Most filmmakers don’t deliver a masterpiece until much later in their careers. Some exceptions include The Wachowskis with The Matrix and, now, Robert Eggers with The Northman. Initially a production designer among other roles behind the scenes, Eggers made a name for himself with his directorial debut The Witch and pushed Anya Taylor-Joy toward stardom. I had issues with that film, but I also pointed out some aspects that worked. Who knew that, only two projects later, Eggers was capable of delivering an experience that should make people go back to theaters rather than endlessly streaming titles? I hope that Eggers doesn’t crash and burn like another promising filmmaker named M. Night Shyamalan. He followed up the arguably perfect The Sixth Sense with diminishing value in each release, culminating in awful junk like After Earth and The Visit while perhaps rebounding with the merely passable Old. The Northman drew me in from the beginning and never let up with its mixture of drama, brutal violence and realistic settings.
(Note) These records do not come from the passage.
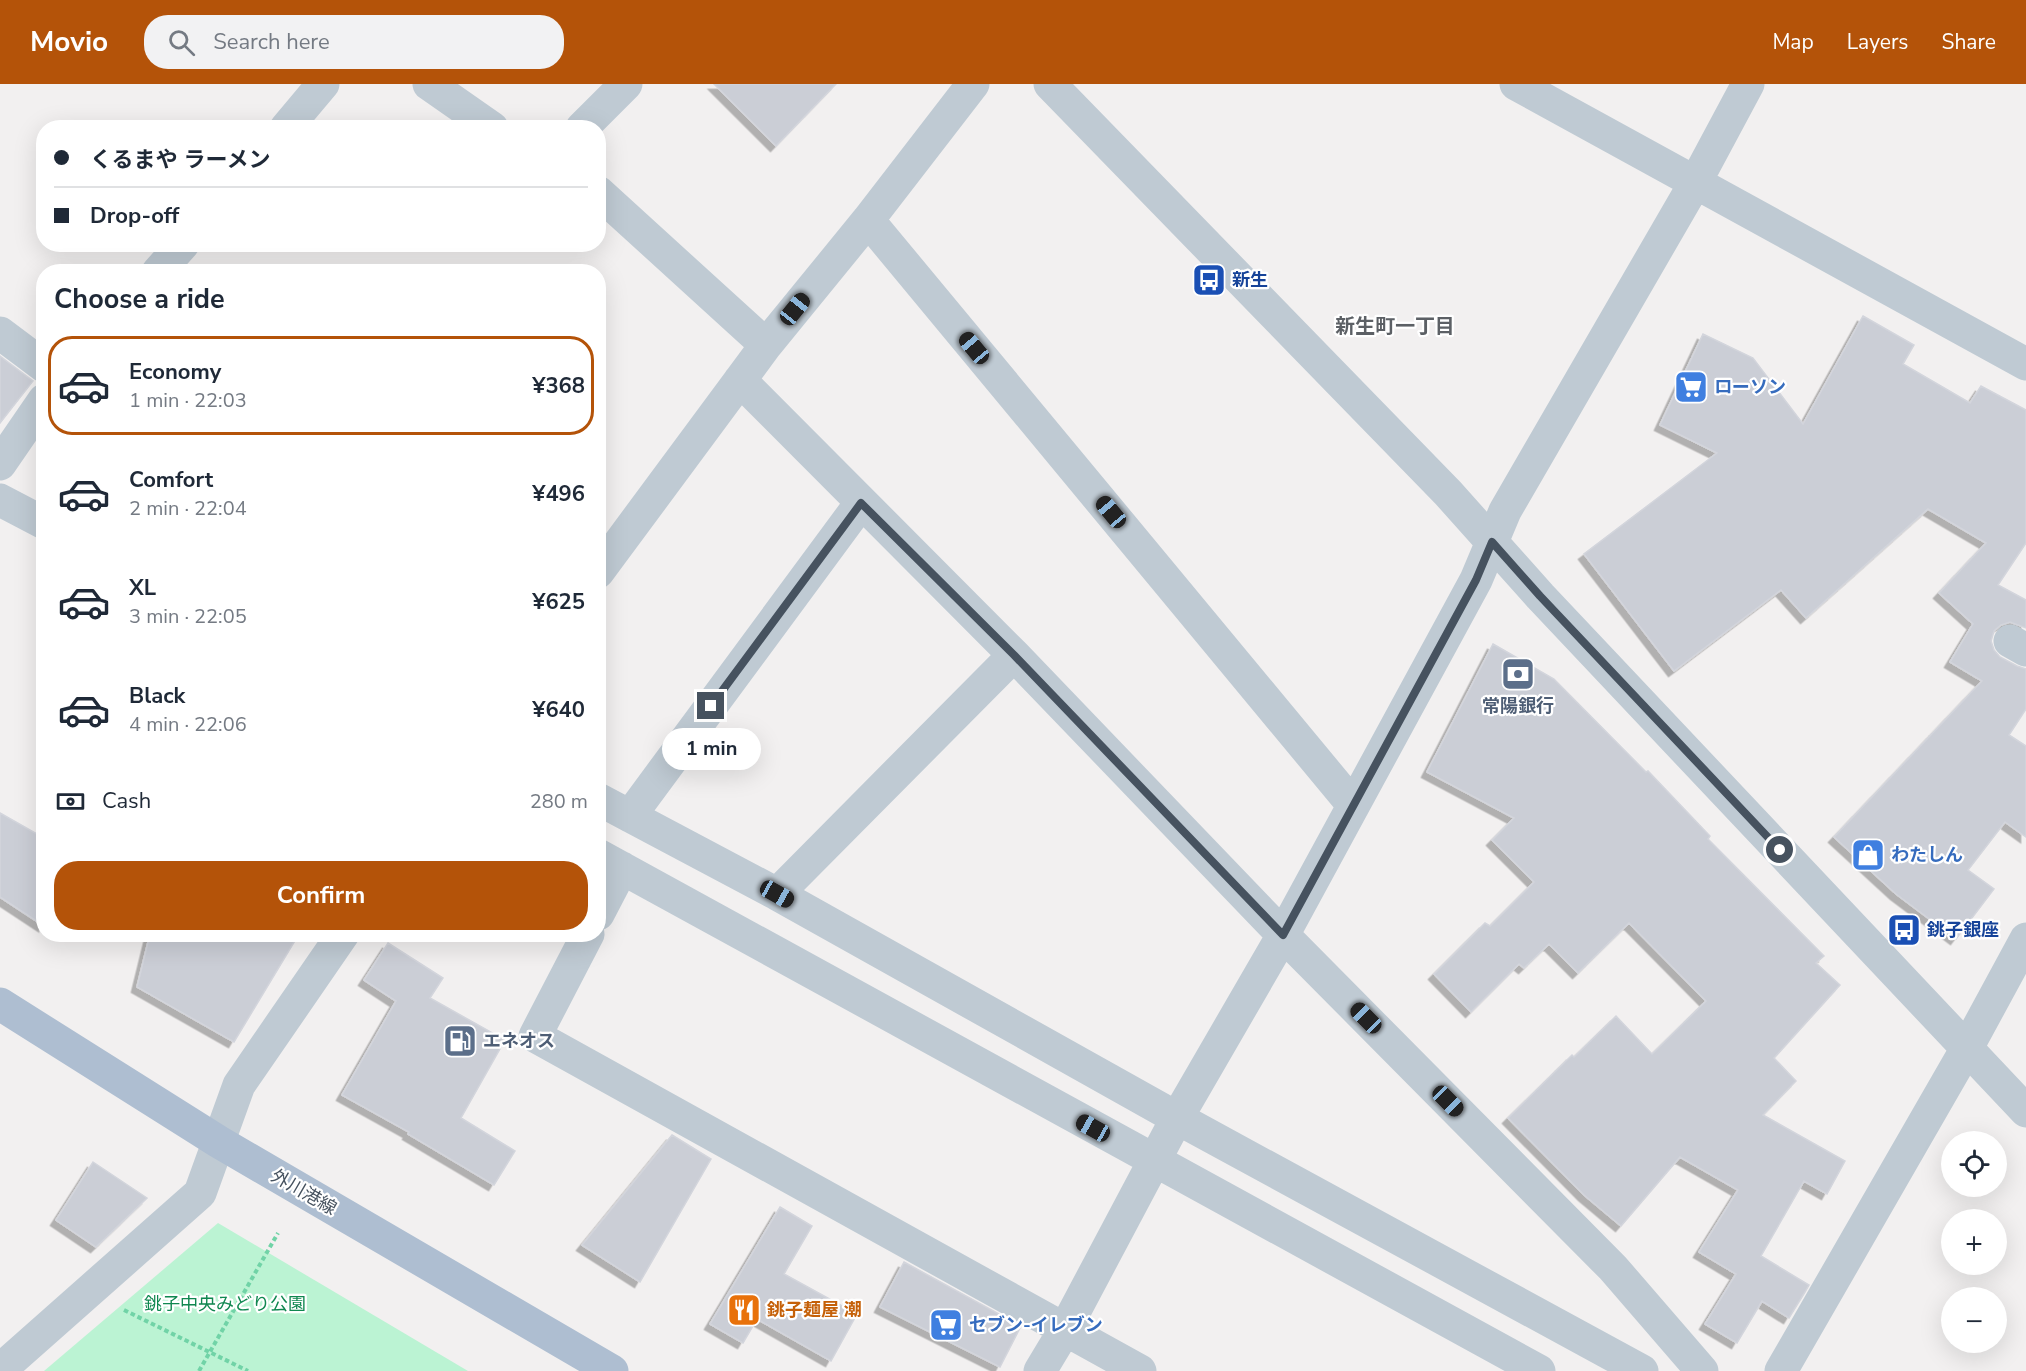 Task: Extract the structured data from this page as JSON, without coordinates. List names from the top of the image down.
{
  "streets": {
    "main road": ["外川港線"]
  },
  "districts": ["新生町一丁目"],
  "parks": ["銚子中央みどり公園"],
  "places": {
    "bus stop": ["新生", "銚子銀座"],
    "supermarket": ["ローソン", "セブン-イレブン"],
    "bank": ["常陽銀行"],
    "shop": ["わたしん"],
    "fuel station": ["エネオス"],
    "restaurant": ["銚子麺屋 潮"]
  },
  "page": {
    "header": "Movio",
    "search": "Search here",
    "nav": ["Map", "Layers", "Share"],
    "banner": ["くるまや ラーメン", "Drop-off"],
    "heading": "Choose a ride",
    "list": [
      {
        "name": "Economy",
        "note": "1 min · 22:03",
        "value": "¥368"
      },
      {
        "name": "Comfort",
        "note": "2 min · 22:04",
        "value": "¥496"
      },
      {
        "name": "XL",
        "note": "3 min · 22:05",
        "value": "¥625"
      },
      {
        "name": "Black",
        "note": "4 min · 22:06",
        "value": "¥640"
      }
    ],
    "bubble": "1 min",
    "pay": ["Cash", "280 m"],
    "buttons": "Confirm",
    "map_buttons": ["+", "−"]
  }
} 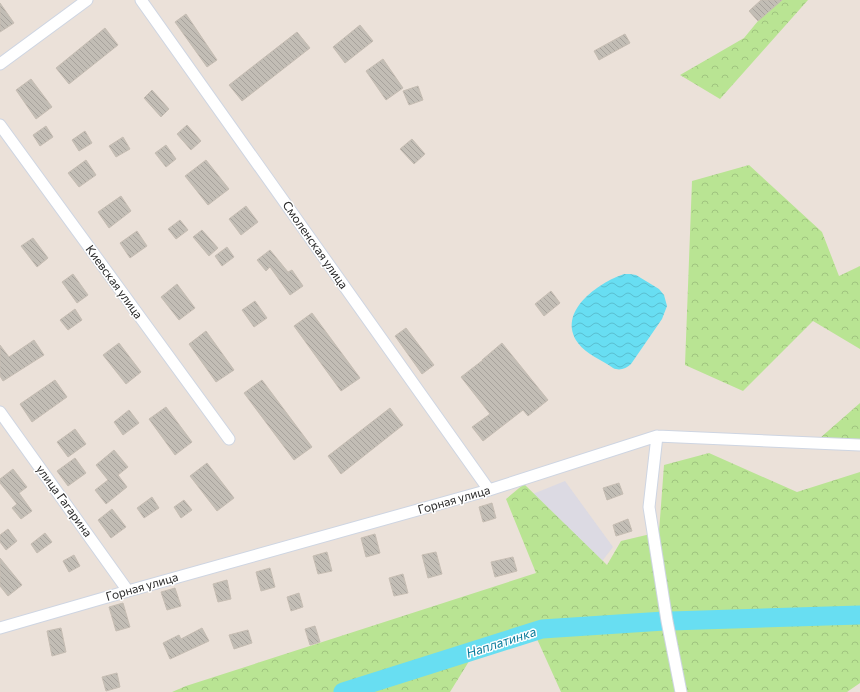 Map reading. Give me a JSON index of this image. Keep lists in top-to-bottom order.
{
  "streets": {
    "street": [
      "Смоленская улица",
      "Киевская улица",
      "Горная улица",
      "улица Гагарина"
    ]
  },
  "crossings": [
    ["Смоленская улица", "Горная улица"],
    ["Горная улица", "улица Гагарина"]
  ],
  "water": ["Наплатинка"]
} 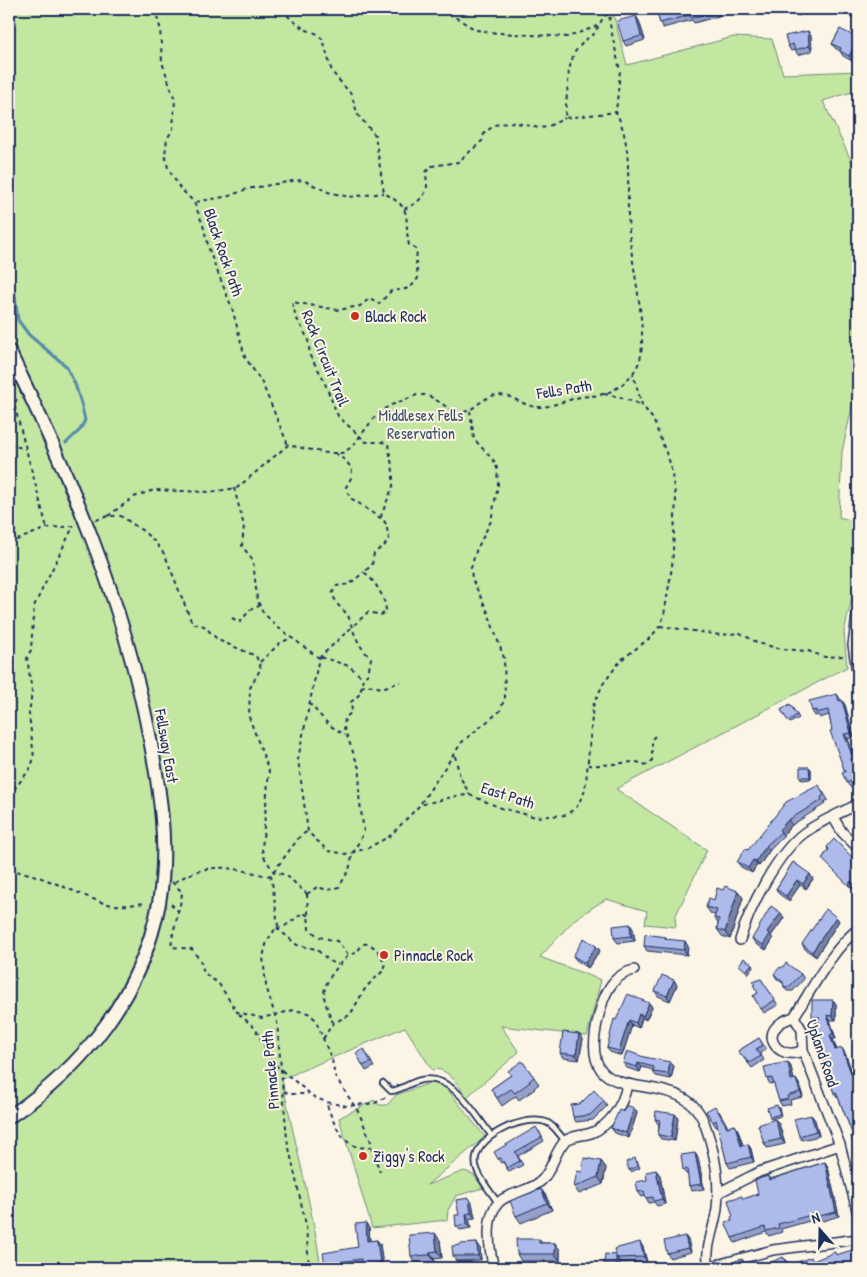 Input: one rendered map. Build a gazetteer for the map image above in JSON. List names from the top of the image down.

Cowriter/director Eggers teamed up with cowriter Sjón and fortunately wrote a compelling adventure unlike Sjón’s last collaboration on Lamb. Delving deep into Norse legends and a popular tale that inspired a little play called Hamlet, Eggers and Sjón made every aspect of the movie feel like a step back in time. Indeed, the Shakespearean comparisons seem obvious, only for me to find out later that the Bard’s play actually takes its impetus from an older story. Amleth (Alexander Skarsgård as an adult and Oscar Novak as a boy) loves and idolizes his warrior father King Aurvandil (Ethan Hawke), who has just returned from battle to his Icelandic home in 895 AD. Jealous of everything that his brother has, Fjölnir (Claes Bang) kills Aurvandil, kidnaps his wife Queen Gudrún (Nicole Kidman) and sends one of his men to kill Amleth as well. Fortunately, Amleth possesses some of his father’s skills, and he escapes the island to go off to faraway lands where he focuses on eventually avenging his father, saving his mother and killing Fjölnir. Years pass, and Amleth has grown up to be a relentless fighter. When slaves are collected to work on Fjölnir’s farm — he has since lost his title — Amleth disguises himself as a slave to carry out his ultimate mission, also finding solace in the beautiful Olga (Taylor-Joy) as he infiltrates Fjölnir’s people.
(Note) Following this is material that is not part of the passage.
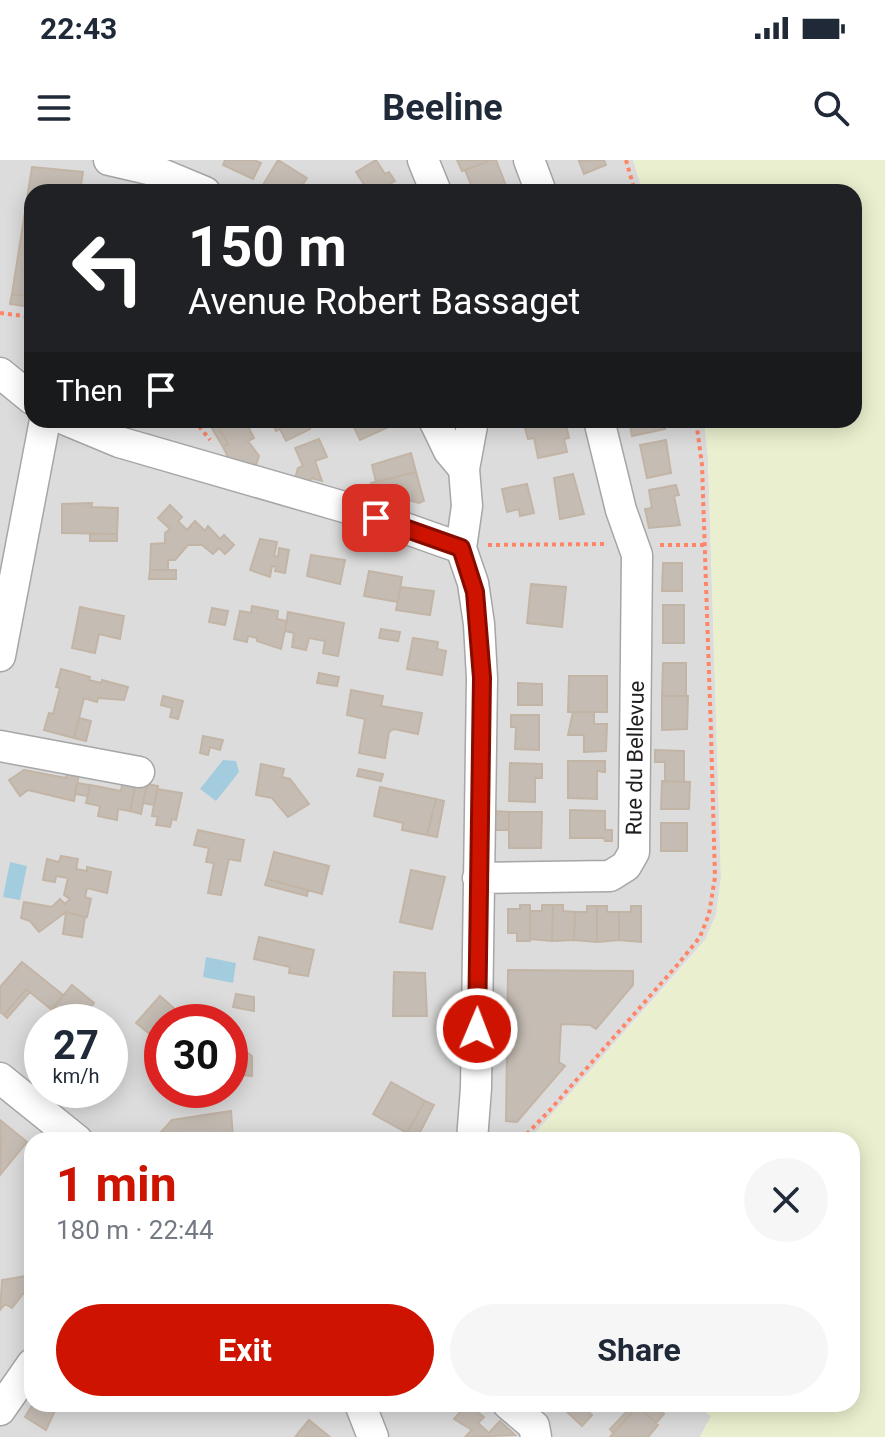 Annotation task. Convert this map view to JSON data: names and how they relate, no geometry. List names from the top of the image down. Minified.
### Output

Just that brief description glosses over the epic nature of the plot, which has so much going on that two of the stars don’t have much screen time. Willem Dafoe as the jester Heimir and Björk as a seeress only have one major sequence apiece; Eggers was excited nonetheless that he could include them. (Dafoe starred in the second film from Eggers called The Lighthouse.) Skarsgård is simply a force of nature. Fans of True Blood have seen a lot of him before, and his physique and combat skills are on full display here again and again. Bang and Kidman have their moments, but it’s tough to share the screen when someone like Skarsgård commands your attention. His efforts in The Legend of Tarzan probably figured more heavily into this latest outing than the more recent Godzilla vs. Kong. Taylor-Joy shows a greater range as a slave, lover and fierce woman, and that’s to be expected after such work as The Queen’s Gambit and the underrated Last Night in Soho. Her wide, expressive eyes draw you in as much as Olga does Amleth, and they share perfectly lit love scenes.
Eggers establishes his setting from the first moments with a voice-over against an ominous volcano and a number of ships heading home in gray visuals devoid of color that perhaps harken back to The Lighthouse before color seeps into the scenery. There’s no mistaking any of the outdoor locations for Hollywood sets or California backlots. The authentic villages and farm present a muddy, dirty mess far from the cleanliness of modern times. Historical dramas lure you in if done right, and The Last Duel reached this same level of authenticity. I always laugh at actors who deliver lines with English accents or sometimes no accents at all, a convention of movies of this kind. Fortunately, Eggers strives for some believability in a few scenes by having characters speak in ancient dialects a la The Passion of the Christ, which itself perhaps went overboard in completely using the purported original languages. Nevertheless, the lived-in nature of the hovels and other sets along with costumes and Norse culture complete the illusion. As a bonus, Eggers even stages a match of knattleikr, a game that reminded me of rugby combined with lacrosse or cricket, which also resulted in an important plot development.
When I was young, I developed a love for horror movies of all types. I also discovered that Conan the Barbarian comic books got away with a lot of blood and gore. The Northman satisfies with a similar vibe and gritty nature in its violence. I cheered out loud a few times with what Eggers pulled off on screen. Even the murder of King Aurvandil goes above and beyond just a few swipes of a weapon, and the rest of the film didn’t disappoint, either. If you saw your father killed, you would punish your enemies as ruthlessly as Amleth, and I loved all of the death scenes that rose to the level of creativity of The Walking Dead. Amleth’s Night Blade feeds for sure. Eggers depicts men as animalistic and unrelenting beasts with such scenes as Amleth and King Aurvandil on all fours in a weird ritual or a bunch of slaves dancing around a fire in a scene that easily could have come from The Witch. Cinematography and special effects combine to offer characters no place to hide, especially in a particularly intense sequence in which Amleth and his fellow warriors invade a village in an amazing single panning shot of the attack.
It’s almost a step into another movie when Amleth and Olga share a tender moment in a pond and ride away on horses, both against real-world backdrops that are as lush as any of the New Zealand locations in Peter Jackson’s J.R.R. Tolkien adaptations. Musicians Robin Carolan and Sebastian Gainsborough wowed me with their mixture of discordant sounds, drums and imaginative use of instruments. The soundtrack will be attractive to fans of such expansive scores. I resisted using this comparison until now, but with Amleth rising up from slave to pursue vengeance, elements of Gladiator infuse the plot as related works. Eggers probably needs some time off after this project. I had read that he wanted to pursue a new version of Nosferatu, and I’d love to see that. Of course, he can’t use Dafoe as the vampire because Dafoe already portrayed actor Max Schreck (the man behind one of the first cinematic bloodsuckers) in the biopic Shadow of the Vampire. If things get a little rocky with future projects, The Northman stands apart as an exhilarating, action-packed epic.